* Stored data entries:
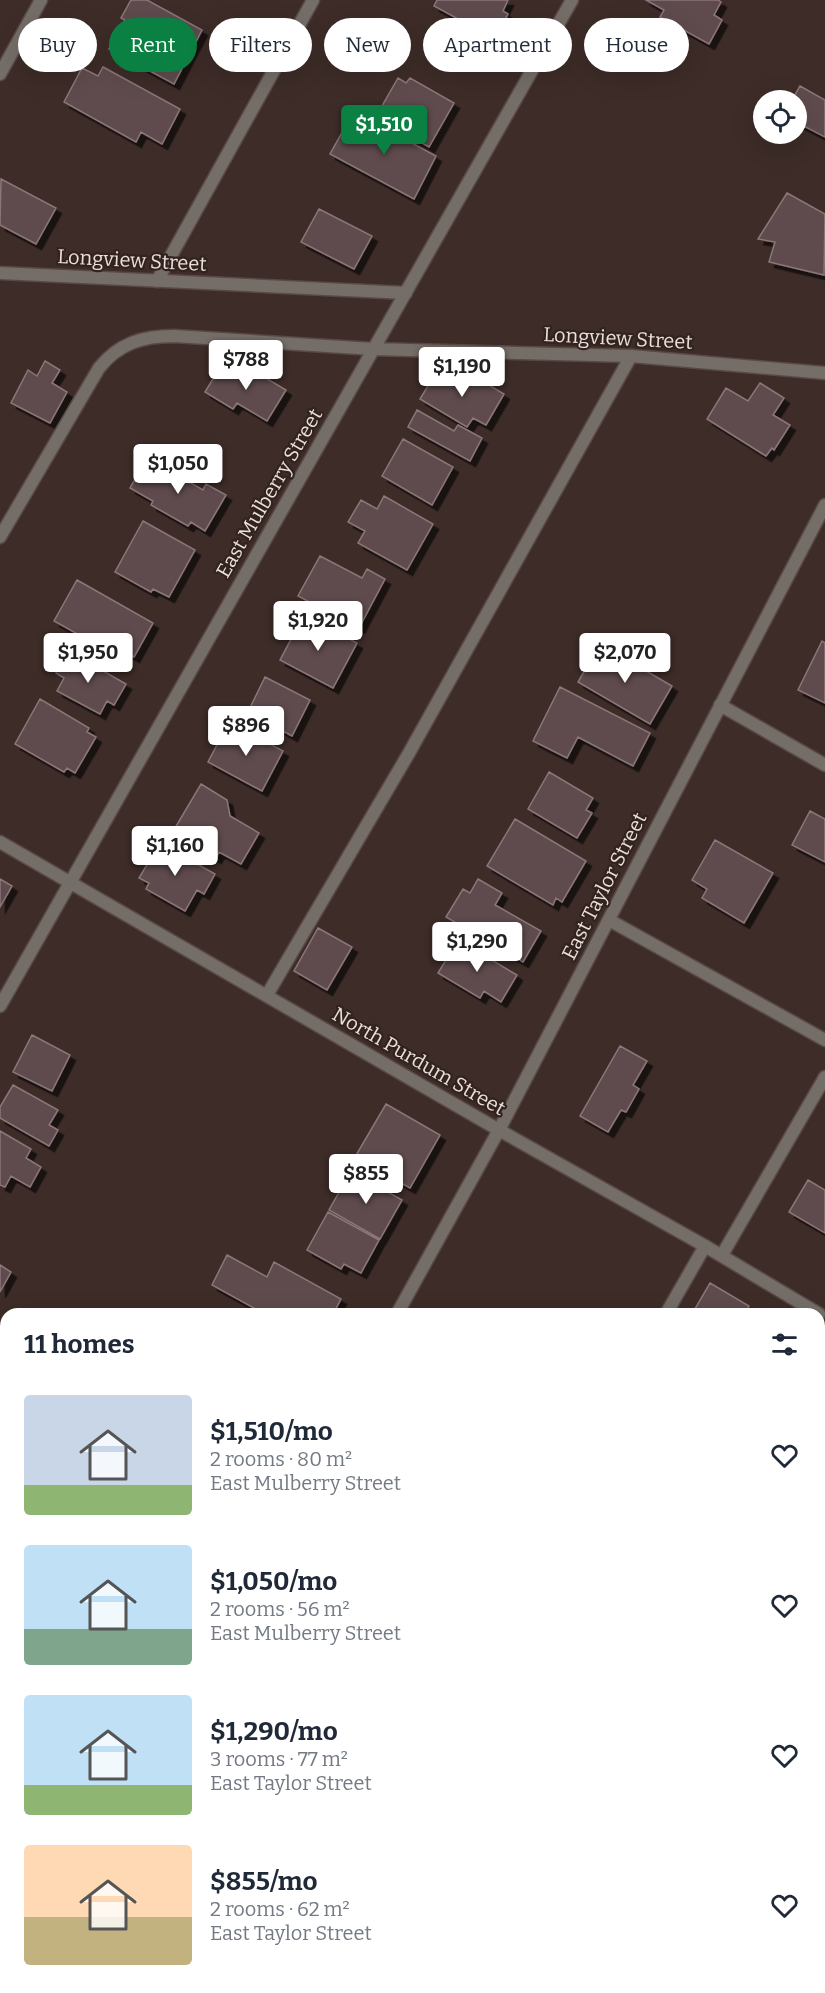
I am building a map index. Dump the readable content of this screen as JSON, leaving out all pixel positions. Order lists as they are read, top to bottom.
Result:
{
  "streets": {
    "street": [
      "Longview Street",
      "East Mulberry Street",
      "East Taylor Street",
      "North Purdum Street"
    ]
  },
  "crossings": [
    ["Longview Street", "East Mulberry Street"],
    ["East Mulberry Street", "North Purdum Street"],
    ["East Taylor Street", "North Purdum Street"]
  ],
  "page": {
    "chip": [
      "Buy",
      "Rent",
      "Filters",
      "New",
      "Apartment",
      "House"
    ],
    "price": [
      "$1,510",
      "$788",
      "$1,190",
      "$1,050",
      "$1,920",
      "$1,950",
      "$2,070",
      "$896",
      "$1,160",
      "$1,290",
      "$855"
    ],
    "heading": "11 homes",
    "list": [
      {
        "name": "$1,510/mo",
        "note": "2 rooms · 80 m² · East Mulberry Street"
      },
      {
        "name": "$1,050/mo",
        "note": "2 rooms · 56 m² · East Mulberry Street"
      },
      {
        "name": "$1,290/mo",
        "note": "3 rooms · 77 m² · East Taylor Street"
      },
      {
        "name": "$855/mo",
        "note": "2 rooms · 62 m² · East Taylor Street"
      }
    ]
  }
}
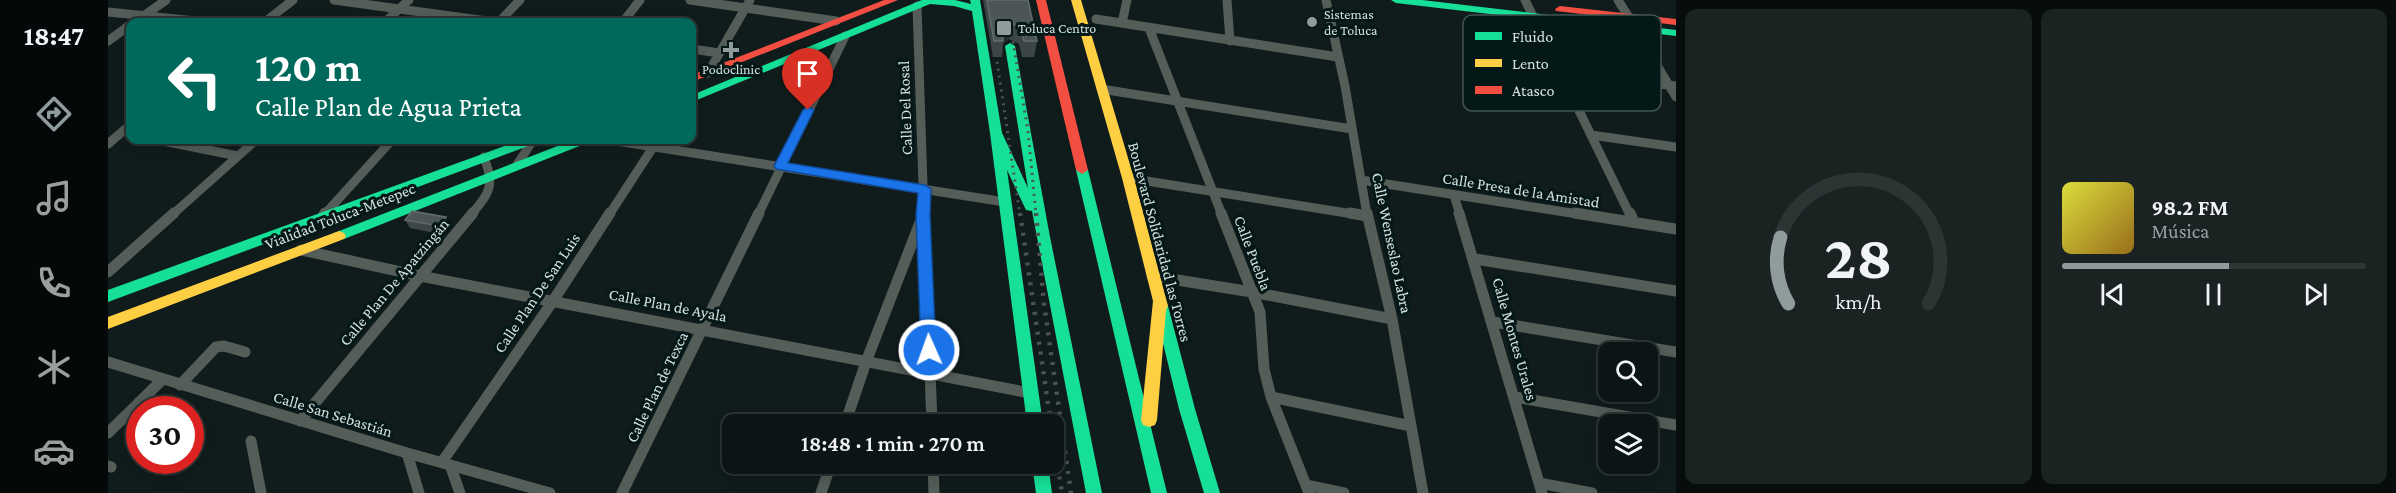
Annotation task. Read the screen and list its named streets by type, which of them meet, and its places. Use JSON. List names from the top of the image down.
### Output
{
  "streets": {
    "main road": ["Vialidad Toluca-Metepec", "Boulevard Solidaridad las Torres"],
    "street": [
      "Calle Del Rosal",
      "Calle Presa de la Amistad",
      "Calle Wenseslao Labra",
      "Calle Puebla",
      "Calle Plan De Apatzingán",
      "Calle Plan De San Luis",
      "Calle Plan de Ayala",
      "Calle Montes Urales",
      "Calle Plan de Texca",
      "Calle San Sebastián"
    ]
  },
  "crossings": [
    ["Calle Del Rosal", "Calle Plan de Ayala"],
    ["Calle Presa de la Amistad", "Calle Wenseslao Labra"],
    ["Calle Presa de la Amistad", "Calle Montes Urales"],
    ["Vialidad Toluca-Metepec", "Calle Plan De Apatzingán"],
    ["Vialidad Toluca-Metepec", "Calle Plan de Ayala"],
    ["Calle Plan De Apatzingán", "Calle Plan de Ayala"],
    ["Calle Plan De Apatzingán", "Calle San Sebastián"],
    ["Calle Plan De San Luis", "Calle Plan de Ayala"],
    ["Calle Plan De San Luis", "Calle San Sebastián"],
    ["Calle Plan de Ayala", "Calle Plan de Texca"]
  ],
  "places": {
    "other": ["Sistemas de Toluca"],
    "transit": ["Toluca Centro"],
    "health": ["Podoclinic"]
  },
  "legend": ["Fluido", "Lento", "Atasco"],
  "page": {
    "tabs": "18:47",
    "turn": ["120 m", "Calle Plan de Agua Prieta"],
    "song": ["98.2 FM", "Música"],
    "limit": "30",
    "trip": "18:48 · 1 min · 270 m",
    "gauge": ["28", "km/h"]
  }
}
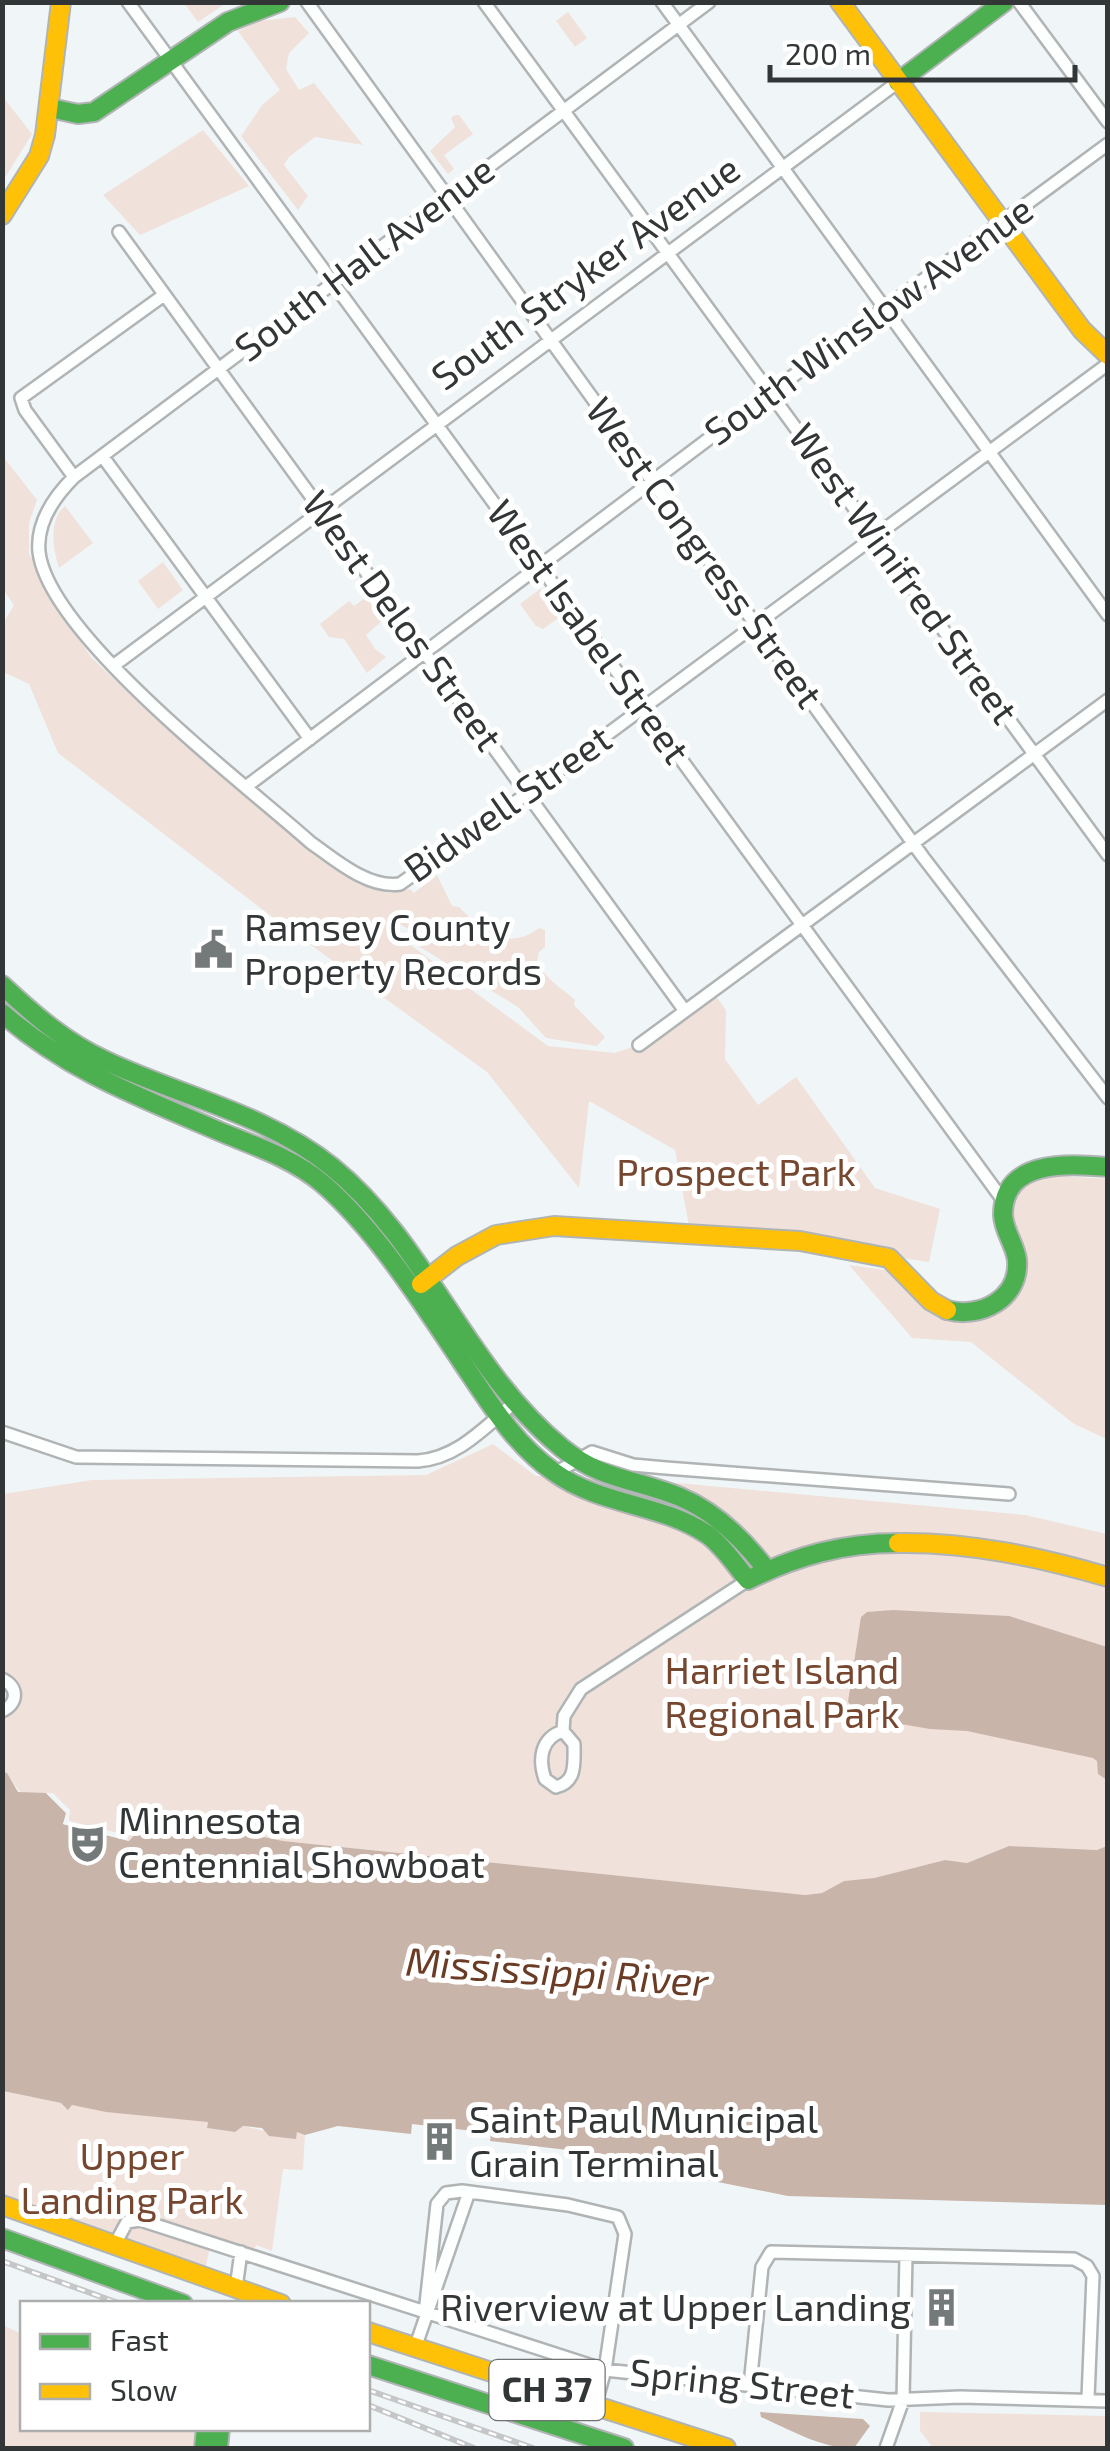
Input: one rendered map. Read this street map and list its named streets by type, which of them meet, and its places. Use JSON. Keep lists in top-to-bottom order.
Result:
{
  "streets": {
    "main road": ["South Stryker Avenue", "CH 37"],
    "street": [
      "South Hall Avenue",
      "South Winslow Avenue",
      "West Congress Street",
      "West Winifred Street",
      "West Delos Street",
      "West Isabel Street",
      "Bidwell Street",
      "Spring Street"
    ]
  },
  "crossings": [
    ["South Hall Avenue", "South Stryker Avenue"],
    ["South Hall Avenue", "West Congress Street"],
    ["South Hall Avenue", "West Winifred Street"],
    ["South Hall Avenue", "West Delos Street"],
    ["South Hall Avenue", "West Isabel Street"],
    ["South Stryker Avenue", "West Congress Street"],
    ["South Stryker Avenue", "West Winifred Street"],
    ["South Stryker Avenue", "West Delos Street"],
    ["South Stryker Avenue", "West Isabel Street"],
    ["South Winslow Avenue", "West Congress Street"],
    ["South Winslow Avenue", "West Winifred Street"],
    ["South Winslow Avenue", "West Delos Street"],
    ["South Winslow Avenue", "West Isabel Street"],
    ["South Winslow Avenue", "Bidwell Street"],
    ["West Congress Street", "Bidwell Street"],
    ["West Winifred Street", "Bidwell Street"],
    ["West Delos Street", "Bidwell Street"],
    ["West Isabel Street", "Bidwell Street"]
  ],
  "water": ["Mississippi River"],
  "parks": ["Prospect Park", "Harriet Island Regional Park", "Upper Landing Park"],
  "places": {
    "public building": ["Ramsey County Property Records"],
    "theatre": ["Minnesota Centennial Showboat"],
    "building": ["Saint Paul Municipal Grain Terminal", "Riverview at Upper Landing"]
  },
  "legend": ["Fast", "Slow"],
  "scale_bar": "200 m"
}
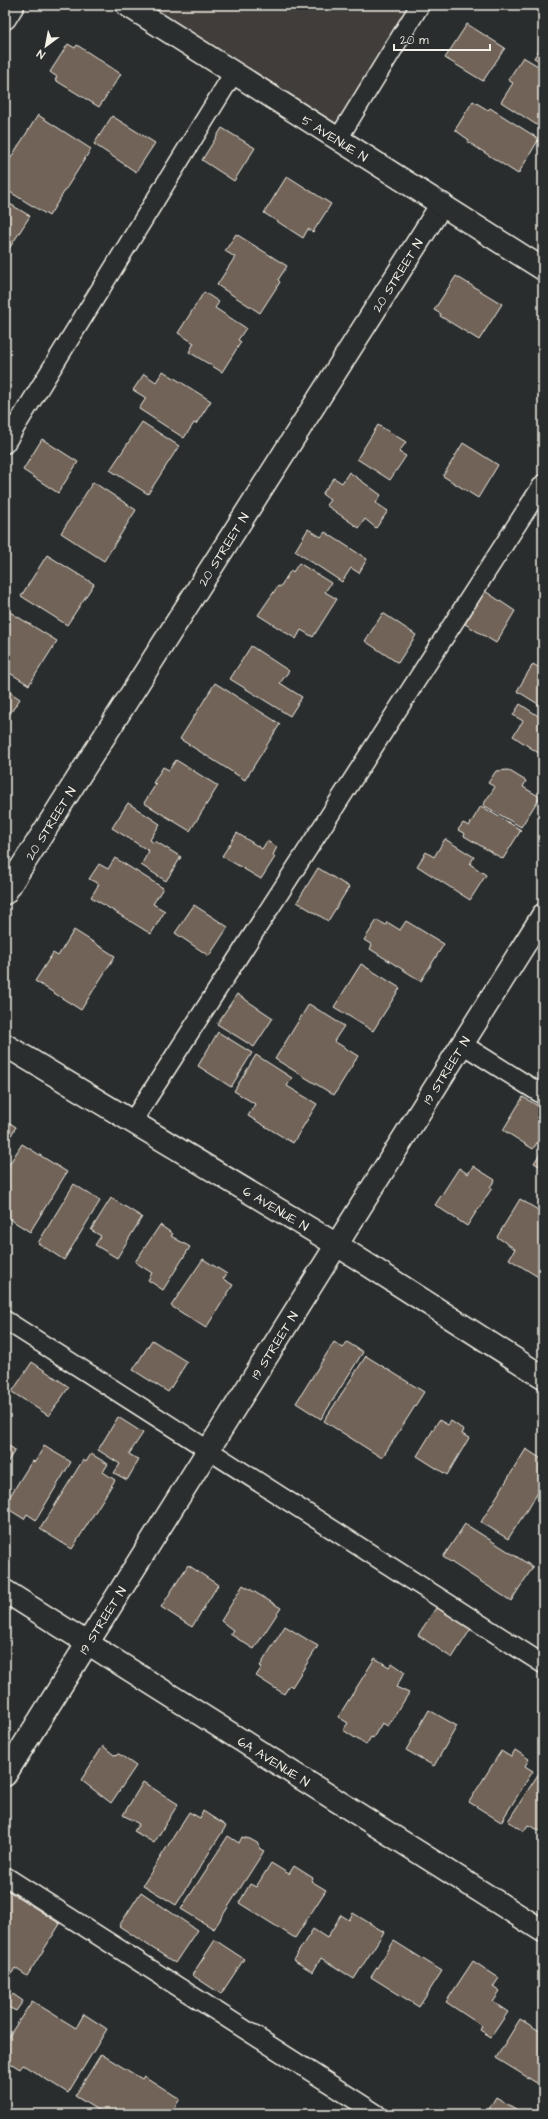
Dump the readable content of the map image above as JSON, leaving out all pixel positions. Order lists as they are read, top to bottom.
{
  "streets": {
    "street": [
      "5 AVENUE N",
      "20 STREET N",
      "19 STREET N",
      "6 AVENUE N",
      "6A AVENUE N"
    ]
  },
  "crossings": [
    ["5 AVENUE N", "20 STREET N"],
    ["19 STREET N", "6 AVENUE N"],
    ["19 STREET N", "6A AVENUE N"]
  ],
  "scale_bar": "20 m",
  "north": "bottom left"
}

* EXERCISE INSTRUCTIONS:
The response must contain each line above that holds the string "Winifred".

* THE COMPLETED TASK:
      "West Winifred Street",
    ["South Hall Avenue", "West Winifred Street"],
    ["South Stryker Avenue", "West Winifred Street"],
    ["South Winslow Avenue", "West Winifred Street"],
    ["West Winifred Street", "Bidwell Street"],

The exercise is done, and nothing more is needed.